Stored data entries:
-*-
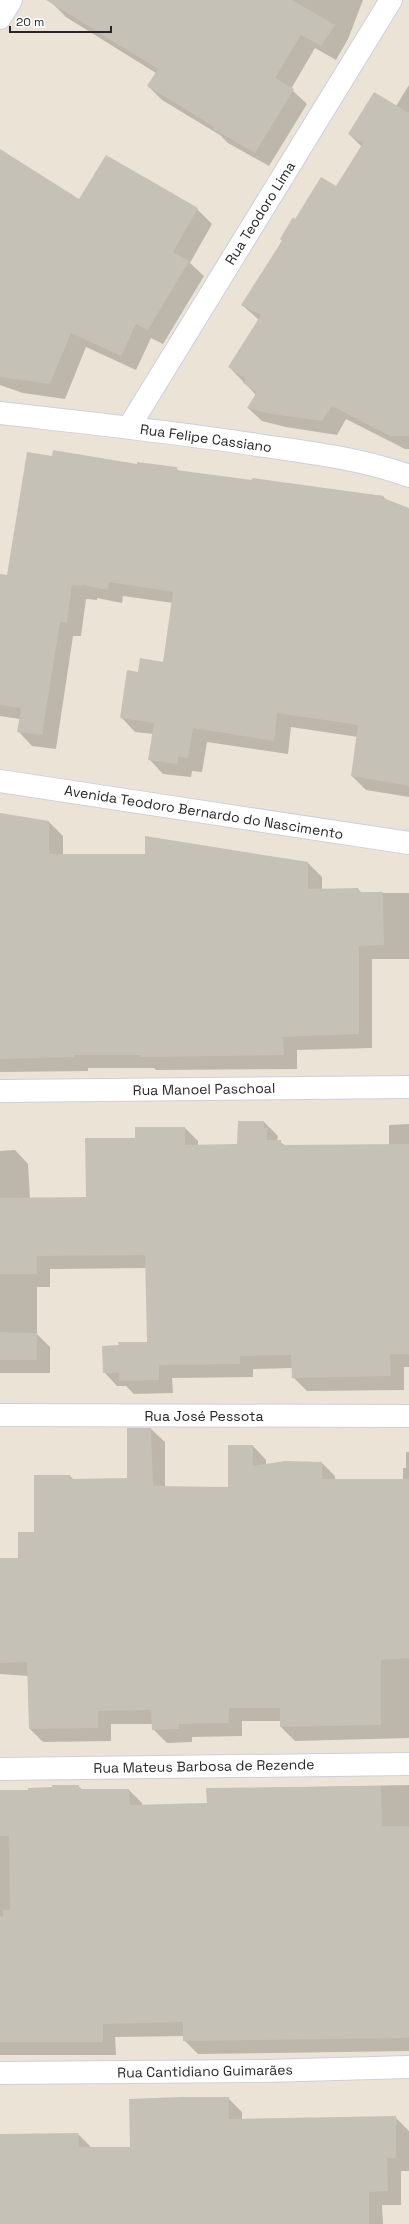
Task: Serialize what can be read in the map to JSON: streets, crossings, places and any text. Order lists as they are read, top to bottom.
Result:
{
  "streets": {
    "street": [
      "Rua Teodoro Lima",
      "Rua Felipe Cassiano",
      "Avenida Teodoro Bernardo do Nascimento",
      "Rua Manoel Paschoal",
      "Rua José Pessota",
      "Rua Mateus Barbosa de Rezende",
      "Rua Cantidiano Guimarães"
    ]
  },
  "crossings": [
    ["Rua Teodoro Lima", "Rua Felipe Cassiano"]
  ],
  "scale_bar": "20 m"
}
-*-
#### WHAT NEEDS TO BE DONE:
Repeat the entries above exactly as written, but not their pictures.

#### EXERCISE OUTPUT:
Task: Serialize what can be read in the map to JSON: streets, crossings, places and any text. Order lists as they are read, top to bottom.
Result:
{
  "streets": {
    "street": [
      "Rua Teodoro Lima",
      "Rua Felipe Cassiano",
      "Avenida Teodoro Bernardo do Nascimento",
      "Rua Manoel Paschoal",
      "Rua José Pessota",
      "Rua Mateus Barbosa de Rezende",
      "Rua Cantidiano Guimarães"
    ]
  },
  "crossings": [
    ["Rua Teodoro Lima", "Rua Felipe Cassiano"]
  ],
  "scale_bar": "20 m"
}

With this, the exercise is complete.